ACTIVITY:
Exactly the lines from the one with "<h2>選擇車種</h2>" to the end of the entries should appear in your answer, retyped word for word.

-- -- --

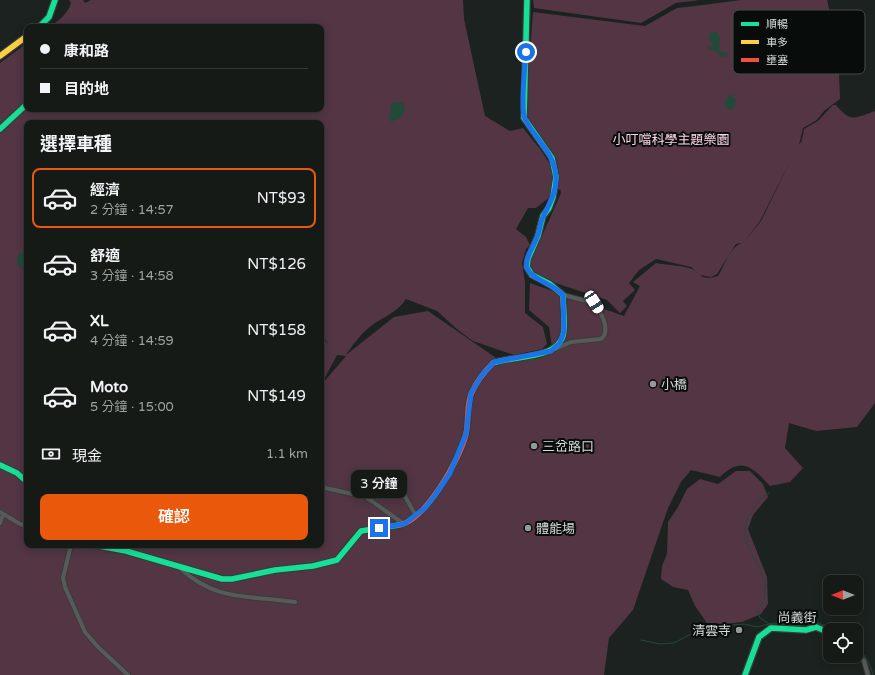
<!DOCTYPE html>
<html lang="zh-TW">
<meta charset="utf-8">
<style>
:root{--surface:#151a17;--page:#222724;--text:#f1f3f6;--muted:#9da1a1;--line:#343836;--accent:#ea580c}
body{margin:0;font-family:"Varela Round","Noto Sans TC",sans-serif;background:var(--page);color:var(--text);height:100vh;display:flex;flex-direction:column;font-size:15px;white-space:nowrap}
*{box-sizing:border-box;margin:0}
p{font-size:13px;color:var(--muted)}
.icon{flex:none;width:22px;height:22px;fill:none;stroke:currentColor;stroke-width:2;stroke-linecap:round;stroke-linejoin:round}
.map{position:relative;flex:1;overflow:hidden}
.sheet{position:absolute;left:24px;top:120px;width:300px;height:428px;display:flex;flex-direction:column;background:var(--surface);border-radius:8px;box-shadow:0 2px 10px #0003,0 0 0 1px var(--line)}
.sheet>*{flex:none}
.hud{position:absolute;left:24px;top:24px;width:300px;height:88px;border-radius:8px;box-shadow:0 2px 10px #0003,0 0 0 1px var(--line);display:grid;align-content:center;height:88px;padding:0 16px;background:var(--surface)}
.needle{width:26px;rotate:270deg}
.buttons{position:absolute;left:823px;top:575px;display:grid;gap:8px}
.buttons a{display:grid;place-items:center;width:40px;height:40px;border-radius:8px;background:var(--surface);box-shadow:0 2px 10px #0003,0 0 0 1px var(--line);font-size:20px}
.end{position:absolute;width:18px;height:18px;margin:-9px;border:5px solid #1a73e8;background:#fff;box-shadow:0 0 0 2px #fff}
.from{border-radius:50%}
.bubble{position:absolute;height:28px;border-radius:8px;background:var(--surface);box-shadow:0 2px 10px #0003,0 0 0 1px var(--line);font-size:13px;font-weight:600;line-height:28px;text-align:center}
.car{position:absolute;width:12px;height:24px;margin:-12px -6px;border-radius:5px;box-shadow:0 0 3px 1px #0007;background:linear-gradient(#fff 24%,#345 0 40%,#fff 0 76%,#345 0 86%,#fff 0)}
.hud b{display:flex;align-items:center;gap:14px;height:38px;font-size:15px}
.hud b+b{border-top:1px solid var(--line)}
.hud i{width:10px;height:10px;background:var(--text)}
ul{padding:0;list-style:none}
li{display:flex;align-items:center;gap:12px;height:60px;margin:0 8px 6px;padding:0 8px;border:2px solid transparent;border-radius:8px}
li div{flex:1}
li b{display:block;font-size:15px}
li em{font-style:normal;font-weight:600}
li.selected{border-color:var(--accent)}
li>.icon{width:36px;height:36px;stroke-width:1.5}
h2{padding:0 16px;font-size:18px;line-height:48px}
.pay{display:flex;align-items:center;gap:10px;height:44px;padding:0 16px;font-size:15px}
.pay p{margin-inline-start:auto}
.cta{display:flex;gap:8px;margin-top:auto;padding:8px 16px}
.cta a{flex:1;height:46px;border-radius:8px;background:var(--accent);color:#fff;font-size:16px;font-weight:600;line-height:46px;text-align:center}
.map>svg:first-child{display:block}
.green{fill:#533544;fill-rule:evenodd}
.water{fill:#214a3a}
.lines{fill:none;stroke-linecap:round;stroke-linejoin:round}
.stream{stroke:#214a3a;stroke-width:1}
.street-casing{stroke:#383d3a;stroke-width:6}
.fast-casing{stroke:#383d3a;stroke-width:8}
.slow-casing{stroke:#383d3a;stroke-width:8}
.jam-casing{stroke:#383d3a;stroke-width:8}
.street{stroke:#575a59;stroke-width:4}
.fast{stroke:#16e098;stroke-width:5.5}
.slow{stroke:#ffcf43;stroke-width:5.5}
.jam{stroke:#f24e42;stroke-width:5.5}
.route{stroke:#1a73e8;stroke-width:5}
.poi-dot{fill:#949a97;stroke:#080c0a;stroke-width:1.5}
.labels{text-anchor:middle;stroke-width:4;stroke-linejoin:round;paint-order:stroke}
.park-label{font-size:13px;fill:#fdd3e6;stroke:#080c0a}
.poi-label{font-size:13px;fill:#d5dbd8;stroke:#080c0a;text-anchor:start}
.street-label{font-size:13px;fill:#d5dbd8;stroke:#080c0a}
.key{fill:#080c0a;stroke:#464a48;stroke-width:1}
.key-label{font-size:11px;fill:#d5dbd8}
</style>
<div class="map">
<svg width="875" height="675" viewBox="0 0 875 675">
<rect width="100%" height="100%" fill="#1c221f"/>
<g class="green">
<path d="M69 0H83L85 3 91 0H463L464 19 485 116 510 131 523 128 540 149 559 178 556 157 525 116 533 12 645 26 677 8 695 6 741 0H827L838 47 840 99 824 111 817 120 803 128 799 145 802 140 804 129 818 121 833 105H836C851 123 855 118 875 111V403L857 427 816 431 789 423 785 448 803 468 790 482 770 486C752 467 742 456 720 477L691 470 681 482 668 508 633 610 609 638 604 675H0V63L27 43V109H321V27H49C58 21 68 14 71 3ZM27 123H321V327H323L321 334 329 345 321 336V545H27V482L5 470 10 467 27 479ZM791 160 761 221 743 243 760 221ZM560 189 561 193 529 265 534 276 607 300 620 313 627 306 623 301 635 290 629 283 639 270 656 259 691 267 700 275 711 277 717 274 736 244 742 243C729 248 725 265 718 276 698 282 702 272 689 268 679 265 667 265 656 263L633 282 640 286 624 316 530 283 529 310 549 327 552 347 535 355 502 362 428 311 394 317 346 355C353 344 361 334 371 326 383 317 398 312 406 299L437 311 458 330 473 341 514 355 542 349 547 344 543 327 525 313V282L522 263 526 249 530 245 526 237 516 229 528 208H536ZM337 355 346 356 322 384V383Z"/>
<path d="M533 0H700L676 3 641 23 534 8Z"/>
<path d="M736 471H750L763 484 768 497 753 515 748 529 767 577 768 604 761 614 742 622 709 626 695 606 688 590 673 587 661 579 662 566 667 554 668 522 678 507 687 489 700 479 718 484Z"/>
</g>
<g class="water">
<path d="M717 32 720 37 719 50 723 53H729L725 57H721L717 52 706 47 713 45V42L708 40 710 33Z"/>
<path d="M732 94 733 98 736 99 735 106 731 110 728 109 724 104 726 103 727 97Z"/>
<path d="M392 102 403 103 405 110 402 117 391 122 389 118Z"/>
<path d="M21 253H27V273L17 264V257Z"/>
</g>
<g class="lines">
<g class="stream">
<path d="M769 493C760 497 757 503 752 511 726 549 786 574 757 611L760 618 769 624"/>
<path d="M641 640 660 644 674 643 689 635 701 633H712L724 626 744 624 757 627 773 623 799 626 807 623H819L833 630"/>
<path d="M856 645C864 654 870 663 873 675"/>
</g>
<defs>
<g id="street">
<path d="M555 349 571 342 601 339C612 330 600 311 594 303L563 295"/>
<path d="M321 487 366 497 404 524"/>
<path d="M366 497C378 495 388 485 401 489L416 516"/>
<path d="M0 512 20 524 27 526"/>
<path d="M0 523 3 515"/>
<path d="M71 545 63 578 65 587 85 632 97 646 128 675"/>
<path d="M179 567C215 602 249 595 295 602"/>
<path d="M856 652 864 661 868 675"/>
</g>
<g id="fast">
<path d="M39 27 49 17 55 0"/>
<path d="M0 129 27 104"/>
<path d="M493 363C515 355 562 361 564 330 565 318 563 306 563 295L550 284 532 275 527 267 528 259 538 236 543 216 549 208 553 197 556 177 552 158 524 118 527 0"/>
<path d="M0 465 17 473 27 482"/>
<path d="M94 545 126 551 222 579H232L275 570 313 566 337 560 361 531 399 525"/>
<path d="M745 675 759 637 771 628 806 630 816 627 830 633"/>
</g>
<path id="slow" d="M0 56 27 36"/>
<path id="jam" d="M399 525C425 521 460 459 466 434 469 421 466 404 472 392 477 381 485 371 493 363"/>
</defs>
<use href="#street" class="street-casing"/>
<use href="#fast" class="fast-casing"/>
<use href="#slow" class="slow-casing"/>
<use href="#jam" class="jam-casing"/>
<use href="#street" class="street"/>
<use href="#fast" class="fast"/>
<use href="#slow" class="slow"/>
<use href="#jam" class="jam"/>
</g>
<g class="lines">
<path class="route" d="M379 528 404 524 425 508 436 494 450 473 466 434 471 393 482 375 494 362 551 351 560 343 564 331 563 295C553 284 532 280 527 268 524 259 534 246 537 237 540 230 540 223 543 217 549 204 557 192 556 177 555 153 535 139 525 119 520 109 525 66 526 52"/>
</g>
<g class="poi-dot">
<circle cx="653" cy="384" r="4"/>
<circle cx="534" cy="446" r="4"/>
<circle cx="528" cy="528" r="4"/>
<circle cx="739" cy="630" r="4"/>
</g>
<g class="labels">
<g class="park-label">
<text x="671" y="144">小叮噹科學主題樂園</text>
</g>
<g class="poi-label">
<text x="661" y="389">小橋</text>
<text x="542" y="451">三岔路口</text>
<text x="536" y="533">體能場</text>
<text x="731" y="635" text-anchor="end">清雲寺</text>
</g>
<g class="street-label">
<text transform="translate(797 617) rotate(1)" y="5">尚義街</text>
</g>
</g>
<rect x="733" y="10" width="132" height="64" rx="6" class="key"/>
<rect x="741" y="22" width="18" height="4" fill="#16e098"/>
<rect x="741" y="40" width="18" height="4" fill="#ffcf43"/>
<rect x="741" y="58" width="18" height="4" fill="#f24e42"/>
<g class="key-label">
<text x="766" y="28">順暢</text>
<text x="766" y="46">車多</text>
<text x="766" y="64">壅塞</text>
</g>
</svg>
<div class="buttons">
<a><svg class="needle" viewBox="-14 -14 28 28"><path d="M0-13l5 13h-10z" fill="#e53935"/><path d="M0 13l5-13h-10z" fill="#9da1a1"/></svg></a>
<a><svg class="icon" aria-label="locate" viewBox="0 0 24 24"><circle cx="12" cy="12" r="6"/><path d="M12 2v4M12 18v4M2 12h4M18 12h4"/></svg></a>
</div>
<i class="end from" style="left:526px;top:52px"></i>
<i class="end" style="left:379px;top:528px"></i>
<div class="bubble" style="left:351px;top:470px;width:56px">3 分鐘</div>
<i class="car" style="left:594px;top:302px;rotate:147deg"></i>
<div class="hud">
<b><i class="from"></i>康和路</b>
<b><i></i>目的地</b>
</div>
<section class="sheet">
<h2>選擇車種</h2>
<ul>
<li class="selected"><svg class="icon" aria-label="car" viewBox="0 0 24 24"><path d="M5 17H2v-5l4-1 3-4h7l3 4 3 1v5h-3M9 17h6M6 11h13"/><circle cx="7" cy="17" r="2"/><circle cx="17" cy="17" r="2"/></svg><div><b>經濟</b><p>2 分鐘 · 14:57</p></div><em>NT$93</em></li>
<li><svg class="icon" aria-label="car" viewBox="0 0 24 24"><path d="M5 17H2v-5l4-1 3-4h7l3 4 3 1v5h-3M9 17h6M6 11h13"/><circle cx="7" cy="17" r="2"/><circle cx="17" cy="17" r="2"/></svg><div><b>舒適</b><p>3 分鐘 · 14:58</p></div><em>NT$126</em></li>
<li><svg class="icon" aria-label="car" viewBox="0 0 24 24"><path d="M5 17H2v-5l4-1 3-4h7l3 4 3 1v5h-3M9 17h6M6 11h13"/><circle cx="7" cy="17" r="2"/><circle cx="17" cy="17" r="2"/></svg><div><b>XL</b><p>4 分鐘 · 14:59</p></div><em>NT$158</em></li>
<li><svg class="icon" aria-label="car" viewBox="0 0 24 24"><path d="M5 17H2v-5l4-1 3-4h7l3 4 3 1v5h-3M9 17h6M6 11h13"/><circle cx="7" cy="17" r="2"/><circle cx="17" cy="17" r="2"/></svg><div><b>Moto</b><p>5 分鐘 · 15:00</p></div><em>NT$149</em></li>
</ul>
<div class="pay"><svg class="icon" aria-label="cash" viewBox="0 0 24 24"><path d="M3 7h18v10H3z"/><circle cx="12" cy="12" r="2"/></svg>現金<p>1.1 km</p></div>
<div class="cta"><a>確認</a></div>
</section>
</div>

-- -- --

SOLUTION FOR THIS EXERCISE:
<h2>選擇車種</h2>
<ul>
<li class="selected"><svg class="icon" aria-label="car" viewBox="0 0 24 24"><path d="M5 17H2v-5l4-1 3-4h7l3 4 3 1v5h-3M9 17h6M6 11h13"/><circle cx="7" cy="17" r="2"/><circle cx="17" cy="17" r="2"/></svg><div><b>經濟</b><p>2 分鐘 · 14:57</p></div><em>NT$93</em></li>
<li><svg class="icon" aria-label="car" viewBox="0 0 24 24"><path d="M5 17H2v-5l4-1 3-4h7l3 4 3 1v5h-3M9 17h6M6 11h13"/><circle cx="7" cy="17" r="2"/><circle cx="17" cy="17" r="2"/></svg><div><b>舒適</b><p>3 分鐘 · 14:58</p></div><em>NT$126</em></li>
<li><svg class="icon" aria-label="car" viewBox="0 0 24 24"><path d="M5 17H2v-5l4-1 3-4h7l3 4 3 1v5h-3M9 17h6M6 11h13"/><circle cx="7" cy="17" r="2"/><circle cx="17" cy="17" r="2"/></svg><div><b>XL</b><p>4 分鐘 · 14:59</p></div><em>NT$158</em></li>
<li><svg class="icon" aria-label="car" viewBox="0 0 24 24"><path d="M5 17H2v-5l4-1 3-4h7l3 4 3 1v5h-3M9 17h6M6 11h13"/><circle cx="7" cy="17" r="2"/><circle cx="17" cy="17" r="2"/></svg><div><b>Moto</b><p>5 分鐘 · 15:00</p></div><em>NT$149</em></li>
</ul>
<div class="pay"><svg class="icon" aria-label="cash" viewBox="0 0 24 24"><path d="M3 7h18v10H3z"/><circle cx="12" cy="12" r="2"/></svg>現金<p>1.1 km</p></div>
<div class="cta"><a>確認</a></div>
</section>
</div>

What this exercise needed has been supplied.